§ **Work to complete**:
Which lines hold the word "text"? Copy each of them from the material.

§ **Material provided**:

+--

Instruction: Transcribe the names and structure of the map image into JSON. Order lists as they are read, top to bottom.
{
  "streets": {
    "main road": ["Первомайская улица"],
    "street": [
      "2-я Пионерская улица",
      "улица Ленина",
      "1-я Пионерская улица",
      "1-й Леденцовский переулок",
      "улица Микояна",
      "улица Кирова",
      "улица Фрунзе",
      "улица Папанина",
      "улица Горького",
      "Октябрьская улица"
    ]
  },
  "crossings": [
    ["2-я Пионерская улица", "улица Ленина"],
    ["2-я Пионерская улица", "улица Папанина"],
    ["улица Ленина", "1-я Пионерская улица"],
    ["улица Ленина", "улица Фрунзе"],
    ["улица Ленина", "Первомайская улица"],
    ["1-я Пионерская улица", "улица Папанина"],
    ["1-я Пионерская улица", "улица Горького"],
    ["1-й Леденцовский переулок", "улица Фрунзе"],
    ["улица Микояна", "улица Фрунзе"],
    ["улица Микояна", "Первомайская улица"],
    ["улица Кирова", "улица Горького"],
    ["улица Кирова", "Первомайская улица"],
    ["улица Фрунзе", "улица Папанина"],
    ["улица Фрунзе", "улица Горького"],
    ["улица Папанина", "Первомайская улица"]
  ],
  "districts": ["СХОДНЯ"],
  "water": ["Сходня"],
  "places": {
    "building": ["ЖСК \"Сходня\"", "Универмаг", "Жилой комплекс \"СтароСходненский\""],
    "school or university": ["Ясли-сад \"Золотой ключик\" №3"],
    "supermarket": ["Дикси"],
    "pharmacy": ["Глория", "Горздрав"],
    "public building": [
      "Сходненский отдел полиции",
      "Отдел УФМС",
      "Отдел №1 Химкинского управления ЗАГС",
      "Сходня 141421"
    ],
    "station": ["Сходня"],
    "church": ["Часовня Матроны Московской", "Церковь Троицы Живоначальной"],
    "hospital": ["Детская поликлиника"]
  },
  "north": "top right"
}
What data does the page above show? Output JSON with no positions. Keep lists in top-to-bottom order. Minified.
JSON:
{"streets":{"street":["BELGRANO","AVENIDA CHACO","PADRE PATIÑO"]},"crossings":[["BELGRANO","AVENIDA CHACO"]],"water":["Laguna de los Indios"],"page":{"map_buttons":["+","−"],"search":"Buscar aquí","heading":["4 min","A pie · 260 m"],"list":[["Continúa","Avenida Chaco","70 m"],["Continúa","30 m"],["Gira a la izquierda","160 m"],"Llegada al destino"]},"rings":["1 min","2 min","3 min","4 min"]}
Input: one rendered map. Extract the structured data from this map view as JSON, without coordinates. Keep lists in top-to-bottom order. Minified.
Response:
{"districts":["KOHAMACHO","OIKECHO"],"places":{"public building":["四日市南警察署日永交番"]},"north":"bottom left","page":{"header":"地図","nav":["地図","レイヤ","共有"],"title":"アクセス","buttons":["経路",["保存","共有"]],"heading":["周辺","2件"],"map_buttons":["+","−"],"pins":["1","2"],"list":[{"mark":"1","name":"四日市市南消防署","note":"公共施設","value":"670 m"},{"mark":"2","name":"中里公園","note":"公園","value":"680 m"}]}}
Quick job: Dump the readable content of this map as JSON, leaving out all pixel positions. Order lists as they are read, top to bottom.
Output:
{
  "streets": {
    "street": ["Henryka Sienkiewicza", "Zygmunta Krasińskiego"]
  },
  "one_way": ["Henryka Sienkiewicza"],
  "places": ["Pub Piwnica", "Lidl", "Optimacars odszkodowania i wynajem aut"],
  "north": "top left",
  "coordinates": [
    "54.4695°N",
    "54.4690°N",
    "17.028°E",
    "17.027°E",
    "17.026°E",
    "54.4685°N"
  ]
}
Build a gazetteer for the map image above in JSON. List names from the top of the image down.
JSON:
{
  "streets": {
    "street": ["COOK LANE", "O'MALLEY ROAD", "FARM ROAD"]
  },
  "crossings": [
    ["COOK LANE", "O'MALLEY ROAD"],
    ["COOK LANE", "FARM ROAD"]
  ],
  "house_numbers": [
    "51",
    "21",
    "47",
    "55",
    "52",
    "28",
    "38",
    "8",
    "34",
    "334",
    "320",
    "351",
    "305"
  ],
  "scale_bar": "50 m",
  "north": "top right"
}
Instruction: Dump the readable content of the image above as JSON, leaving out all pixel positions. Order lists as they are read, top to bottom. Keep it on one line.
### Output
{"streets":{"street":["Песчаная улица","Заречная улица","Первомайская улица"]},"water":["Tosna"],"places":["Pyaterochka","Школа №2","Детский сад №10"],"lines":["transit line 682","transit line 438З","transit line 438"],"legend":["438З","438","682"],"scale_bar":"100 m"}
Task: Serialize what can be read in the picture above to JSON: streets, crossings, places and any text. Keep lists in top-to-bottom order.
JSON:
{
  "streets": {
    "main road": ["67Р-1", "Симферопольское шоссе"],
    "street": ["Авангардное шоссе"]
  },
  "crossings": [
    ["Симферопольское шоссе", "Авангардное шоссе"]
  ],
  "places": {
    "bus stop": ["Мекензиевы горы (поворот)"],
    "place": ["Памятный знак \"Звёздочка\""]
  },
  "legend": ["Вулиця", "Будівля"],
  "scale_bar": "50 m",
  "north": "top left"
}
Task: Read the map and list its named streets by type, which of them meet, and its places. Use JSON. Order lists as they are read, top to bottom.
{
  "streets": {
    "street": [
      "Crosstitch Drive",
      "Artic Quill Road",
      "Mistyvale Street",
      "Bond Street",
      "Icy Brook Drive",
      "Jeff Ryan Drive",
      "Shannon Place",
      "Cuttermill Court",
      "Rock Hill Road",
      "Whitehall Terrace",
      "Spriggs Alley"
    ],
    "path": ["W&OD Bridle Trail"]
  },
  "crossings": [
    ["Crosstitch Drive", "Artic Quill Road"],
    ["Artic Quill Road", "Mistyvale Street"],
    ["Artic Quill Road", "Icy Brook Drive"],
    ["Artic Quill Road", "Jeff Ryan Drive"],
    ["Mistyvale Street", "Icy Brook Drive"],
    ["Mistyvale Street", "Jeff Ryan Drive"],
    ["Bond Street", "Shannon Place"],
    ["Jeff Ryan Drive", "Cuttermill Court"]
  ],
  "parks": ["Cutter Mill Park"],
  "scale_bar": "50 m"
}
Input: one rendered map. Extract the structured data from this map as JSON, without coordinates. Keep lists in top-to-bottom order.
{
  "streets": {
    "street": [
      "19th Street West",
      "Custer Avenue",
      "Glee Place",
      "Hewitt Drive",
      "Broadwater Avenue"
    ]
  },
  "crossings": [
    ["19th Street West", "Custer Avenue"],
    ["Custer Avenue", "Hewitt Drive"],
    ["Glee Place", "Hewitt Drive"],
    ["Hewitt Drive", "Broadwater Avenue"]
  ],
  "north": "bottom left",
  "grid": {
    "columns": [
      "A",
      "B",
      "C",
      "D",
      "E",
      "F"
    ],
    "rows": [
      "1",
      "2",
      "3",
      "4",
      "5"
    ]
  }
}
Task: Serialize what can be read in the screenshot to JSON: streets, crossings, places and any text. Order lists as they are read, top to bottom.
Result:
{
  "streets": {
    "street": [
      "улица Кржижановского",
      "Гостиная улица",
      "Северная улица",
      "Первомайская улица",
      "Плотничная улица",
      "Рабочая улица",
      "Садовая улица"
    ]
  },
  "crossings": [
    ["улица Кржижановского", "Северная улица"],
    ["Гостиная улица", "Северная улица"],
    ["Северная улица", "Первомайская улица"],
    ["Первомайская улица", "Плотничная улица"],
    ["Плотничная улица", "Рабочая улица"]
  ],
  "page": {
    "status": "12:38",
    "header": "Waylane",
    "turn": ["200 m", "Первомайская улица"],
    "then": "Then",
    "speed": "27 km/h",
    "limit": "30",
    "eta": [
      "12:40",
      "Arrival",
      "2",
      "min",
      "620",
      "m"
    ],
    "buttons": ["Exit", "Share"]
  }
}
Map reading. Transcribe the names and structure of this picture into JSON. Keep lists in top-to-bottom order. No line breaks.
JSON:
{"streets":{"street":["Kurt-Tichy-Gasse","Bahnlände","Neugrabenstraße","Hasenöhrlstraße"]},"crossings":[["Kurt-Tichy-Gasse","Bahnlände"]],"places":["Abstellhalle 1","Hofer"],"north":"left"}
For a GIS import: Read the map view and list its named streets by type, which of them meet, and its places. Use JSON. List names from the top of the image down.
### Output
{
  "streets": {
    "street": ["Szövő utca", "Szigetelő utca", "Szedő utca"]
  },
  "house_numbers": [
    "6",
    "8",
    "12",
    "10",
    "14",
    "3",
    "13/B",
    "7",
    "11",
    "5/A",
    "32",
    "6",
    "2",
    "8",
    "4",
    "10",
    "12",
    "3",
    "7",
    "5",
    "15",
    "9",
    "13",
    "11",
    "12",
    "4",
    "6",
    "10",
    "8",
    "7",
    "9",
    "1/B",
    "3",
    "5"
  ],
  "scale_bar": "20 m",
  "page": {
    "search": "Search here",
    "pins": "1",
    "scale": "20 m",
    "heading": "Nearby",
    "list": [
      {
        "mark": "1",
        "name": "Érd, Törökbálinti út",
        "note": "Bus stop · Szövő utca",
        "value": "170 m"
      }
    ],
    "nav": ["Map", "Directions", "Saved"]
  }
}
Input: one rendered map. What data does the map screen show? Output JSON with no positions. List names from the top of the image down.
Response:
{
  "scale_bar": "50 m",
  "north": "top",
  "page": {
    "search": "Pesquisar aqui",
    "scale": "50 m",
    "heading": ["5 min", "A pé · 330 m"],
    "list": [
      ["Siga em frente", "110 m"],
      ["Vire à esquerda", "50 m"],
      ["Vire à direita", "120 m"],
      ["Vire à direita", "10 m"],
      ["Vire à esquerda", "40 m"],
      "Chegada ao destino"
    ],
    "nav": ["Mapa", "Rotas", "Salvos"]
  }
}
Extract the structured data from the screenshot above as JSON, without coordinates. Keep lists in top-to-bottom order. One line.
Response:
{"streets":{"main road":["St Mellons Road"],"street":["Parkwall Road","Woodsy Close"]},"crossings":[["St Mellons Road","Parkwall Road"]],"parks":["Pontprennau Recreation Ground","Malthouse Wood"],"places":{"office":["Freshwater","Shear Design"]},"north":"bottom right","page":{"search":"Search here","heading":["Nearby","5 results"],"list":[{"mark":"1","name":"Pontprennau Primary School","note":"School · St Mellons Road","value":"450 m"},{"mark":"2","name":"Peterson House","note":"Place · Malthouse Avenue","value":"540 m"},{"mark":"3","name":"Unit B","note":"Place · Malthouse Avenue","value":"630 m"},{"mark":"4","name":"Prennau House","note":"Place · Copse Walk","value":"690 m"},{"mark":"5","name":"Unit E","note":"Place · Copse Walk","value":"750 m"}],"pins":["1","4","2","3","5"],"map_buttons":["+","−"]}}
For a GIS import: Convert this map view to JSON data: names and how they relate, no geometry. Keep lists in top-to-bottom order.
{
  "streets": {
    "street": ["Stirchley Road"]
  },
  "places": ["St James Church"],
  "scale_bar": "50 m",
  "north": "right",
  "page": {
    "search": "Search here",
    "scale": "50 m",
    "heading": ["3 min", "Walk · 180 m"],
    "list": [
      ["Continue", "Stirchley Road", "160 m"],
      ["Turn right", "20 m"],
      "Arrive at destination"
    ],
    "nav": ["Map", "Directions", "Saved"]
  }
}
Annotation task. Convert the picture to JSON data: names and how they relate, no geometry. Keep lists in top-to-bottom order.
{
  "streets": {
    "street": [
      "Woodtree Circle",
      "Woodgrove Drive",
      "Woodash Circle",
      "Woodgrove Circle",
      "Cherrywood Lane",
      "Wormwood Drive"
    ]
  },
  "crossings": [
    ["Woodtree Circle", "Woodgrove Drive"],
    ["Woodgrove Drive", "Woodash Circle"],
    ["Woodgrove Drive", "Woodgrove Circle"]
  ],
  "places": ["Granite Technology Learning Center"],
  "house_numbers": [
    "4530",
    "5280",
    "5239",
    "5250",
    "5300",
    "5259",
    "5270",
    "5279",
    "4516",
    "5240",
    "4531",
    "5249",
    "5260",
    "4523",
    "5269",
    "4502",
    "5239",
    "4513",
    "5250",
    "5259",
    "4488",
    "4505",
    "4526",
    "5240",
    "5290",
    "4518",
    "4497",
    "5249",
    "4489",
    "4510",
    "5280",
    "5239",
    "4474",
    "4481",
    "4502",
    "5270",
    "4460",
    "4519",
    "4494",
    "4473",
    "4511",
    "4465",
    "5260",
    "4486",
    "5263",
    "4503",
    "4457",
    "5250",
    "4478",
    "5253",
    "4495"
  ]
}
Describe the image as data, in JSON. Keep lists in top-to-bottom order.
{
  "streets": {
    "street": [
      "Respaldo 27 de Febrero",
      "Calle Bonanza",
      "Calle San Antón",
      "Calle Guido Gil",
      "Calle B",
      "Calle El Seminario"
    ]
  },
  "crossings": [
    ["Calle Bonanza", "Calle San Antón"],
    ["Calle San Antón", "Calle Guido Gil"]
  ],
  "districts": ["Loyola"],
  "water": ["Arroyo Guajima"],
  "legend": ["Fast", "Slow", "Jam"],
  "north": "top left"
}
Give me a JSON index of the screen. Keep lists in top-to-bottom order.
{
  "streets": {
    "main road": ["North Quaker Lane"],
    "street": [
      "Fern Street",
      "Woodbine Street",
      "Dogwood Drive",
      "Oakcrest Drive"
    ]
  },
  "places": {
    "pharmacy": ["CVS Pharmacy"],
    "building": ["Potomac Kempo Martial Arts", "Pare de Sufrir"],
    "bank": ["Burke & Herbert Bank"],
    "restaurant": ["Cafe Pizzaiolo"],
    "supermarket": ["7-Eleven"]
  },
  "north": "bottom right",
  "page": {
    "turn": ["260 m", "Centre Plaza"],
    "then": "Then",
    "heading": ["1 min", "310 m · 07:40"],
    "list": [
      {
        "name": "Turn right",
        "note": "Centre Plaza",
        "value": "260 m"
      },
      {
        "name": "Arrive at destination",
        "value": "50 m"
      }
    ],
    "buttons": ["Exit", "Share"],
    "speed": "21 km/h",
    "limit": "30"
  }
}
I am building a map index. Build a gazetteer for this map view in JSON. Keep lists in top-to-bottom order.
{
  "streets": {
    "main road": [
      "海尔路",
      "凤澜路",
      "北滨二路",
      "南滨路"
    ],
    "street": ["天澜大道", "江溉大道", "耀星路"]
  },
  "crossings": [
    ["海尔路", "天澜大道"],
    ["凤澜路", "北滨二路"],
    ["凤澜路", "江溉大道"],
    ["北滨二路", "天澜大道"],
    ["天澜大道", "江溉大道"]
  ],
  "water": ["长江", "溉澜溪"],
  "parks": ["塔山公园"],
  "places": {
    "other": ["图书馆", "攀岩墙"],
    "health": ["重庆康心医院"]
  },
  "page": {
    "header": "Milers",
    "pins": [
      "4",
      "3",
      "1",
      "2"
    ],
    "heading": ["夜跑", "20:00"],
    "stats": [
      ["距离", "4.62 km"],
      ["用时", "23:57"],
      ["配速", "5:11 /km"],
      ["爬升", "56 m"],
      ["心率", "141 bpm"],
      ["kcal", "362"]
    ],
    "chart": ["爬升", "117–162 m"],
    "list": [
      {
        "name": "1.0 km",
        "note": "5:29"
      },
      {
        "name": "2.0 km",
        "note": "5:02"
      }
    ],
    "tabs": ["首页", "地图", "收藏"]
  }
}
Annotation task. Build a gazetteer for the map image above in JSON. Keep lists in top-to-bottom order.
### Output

+--

§ **Exercise response**:
Task: Serialize what can be read in the picture above to JSON: streets, crossings, places and any text. Keep lists in top-to-bottom order.
Task: Serialize what can be read in the screenshot to JSON: streets, crossings, places and any text. Order lists as they are read, top to bottom.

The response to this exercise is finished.